Maryland Senate passes major climate bill, but without key policy cutting fossil fuel dependence

Debate on a sweeping climate change bill is expected to begin soon in the Maryland House of Delegates after the Senate passed it Monday. The legislation would accelerate state greenhouse gas reduction goals in a bid to make the state carbon neutral by 2045, while requiring large buildings to significantly reduce energy footprints by 2035.

But the Senate abandoned environmentalists’ most aggressive proposal for reducing dependence on fossil fuels — one that would have outlawed fossil fuel-based heating systems in new buildings. That change came even though a state climate change commission, including three members of Republican Gov. Larry Hogan’s cabinet, overwhelmingly endorsed such a ban.


The overarching purpose of the bill, named the Climate Solutions Now Act, is to set a 2030 target to reduce Maryland’s greenhouse gas emissions by 60% below 2006 levels, replacing an earlier 40% emissions reduction goal.

Democrats in the General Assembly have vowed to pass major climate legislation this spring. A similar bill failed last year when leaders in the House and Senate could not agree on how aggressively to cut emissions. But with statewide elections scheduled this year, the leaders have said they expect to reach a compromise.


Still, it remains to be seen whether and how dramatically Democrats might agree to pursue climate action, an issue increasingly frustrating environmentalists and a wing of the party demanding more transformational policy to address the urgency of the climate crisis.

Flooding from rising seas affects many coastal communities as the global climate changes. Legislation to lessen harmful emissions from Maryland is moving in Annapolis, seen here in October 2021.

Delegates said they watched the Senate debate closely and, as they take up the bill, expect to bring in proposals of their own to encourage a move away from fossil fuels. The House could move quickly to pass a bill so there is time for the Democratic majority to override an expected Hogan veto before the General Assembly adjourns April 11.

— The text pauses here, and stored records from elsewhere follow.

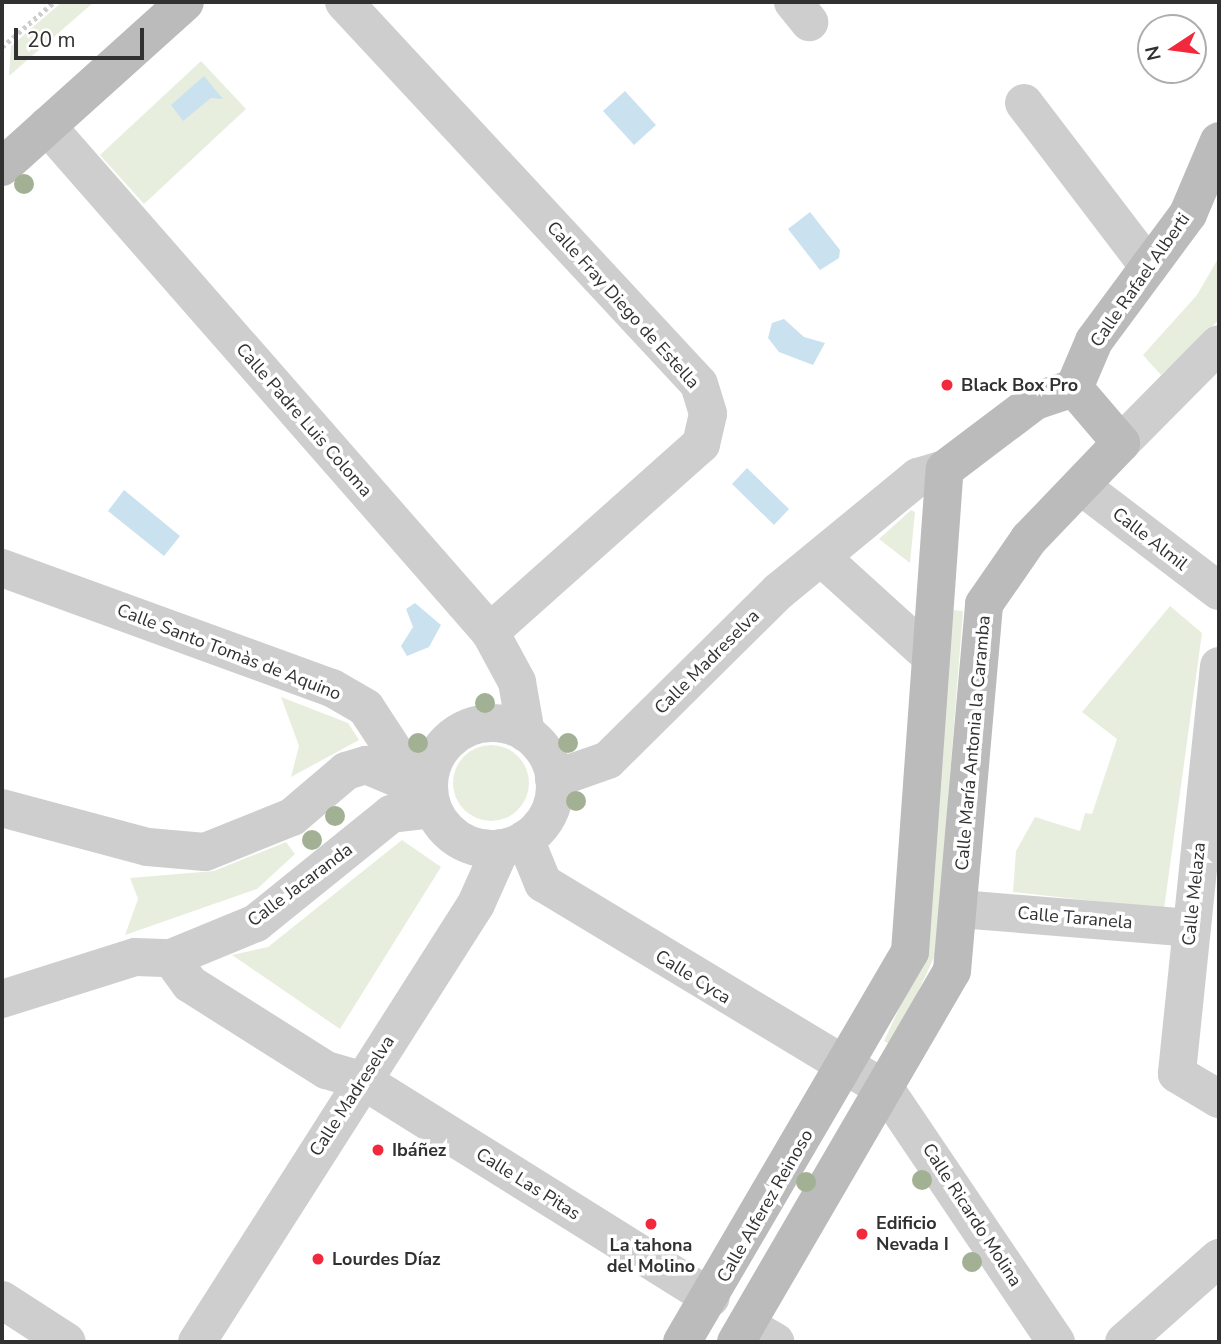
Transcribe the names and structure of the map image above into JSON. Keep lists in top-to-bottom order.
{
  "streets": {
    "street": [
      "Calle Rafael Alberti",
      "Calle Fray Diego de Estella",
      "Calle Padre Luis Coloma",
      "Calle Almil",
      "Calle Santo Tomàs de Aquino",
      "Calle Madreselva",
      "Calle María Antonia la Caramba",
      "Calle Jacaranda",
      "Calle Melaza",
      "Calle Taranela",
      "Calle Cyca",
      "Calle Las Pitas",
      "Calle Alferez Reinoso",
      "Calle Ricardo Molina"
    ]
  },
  "crossings": [
    ["Calle Fray Diego de Estella", "Calle Padre Luis Coloma"],
    ["Calle Padre Luis Coloma", "Calle Santo Tomàs de Aquino"],
    ["Calle Padre Luis Coloma", "Calle Madreselva"],
    ["Calle Padre Luis Coloma", "Calle Jacaranda"],
    ["Calle Padre Luis Coloma", "Calle Cyca"],
    ["Calle Almil", "Calle María Antonia la Caramba"],
    ["Calle Santo Tomàs de Aquino", "Calle Madreselva"],
    ["Calle Santo Tomàs de Aquino", "Calle Jacaranda"],
    ["Calle Santo Tomàs de Aquino", "Calle Cyca"],
    ["Calle Madreselva", "Calle Jacaranda"],
    ["Calle Madreselva", "Calle Cyca"],
    ["Calle Madreselva", "Calle Las Pitas"],
    ["Calle María Antonia la Caramba", "Calle Taranela"],
    ["Calle María Antonia la Caramba", "Calle Cyca"],
    ["Calle María Antonia la Caramba", "Calle Ricardo Molina"],
    ["Calle Jacaranda", "Calle Cyca"],
    ["Calle Jacaranda", "Calle Las Pitas"],
    ["Calle Melaza", "Calle Taranela"],
    ["Calle Cyca", "Calle Alferez Reinoso"],
    ["Calle Cyca", "Calle Ricardo Molina"],
    ["Calle Las Pitas", "Calle Alferez Reinoso"]
  ],
  "places": [
    "Black Box Pro",
    "Ibáñez",
    "La tahona del Molino",
    "Edificio Nevada I",
    "Lourdes Díaz"
  ],
  "scale_bar": "20 m",
  "north": "left"
}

“We fully expect that the House and Senate are going to agree on significant climate legislation,” said Del. Dana Stein, a Baltimore County Democrat. As for how the House will address the Senate’s changes to the bill, “I can’t say what the House’s approach will be.”

During 4-1/2 hours of floor debate Thursday, the Republican minority called the climate bill too expensive and cumbersome while not guaranteeing any reduction in the risks the state faces from extreme weather induced by climate change. They said Maryland is too small a state to make an impact on global climate.

Amid the discussion, Hogan released a statement calling the legislation a “reckless and controversial energy tax bill,” though it does not include tax proposals.

Senate Minority Leader Bryan Simonaire, of Anne Arundel County, suggested it would cost households $10,000 each but, when pressed, said that estimate is tied to the cost of replacing home windows and furnaces. The bill does not apply to homes unless they are greater than 25,000 square feet.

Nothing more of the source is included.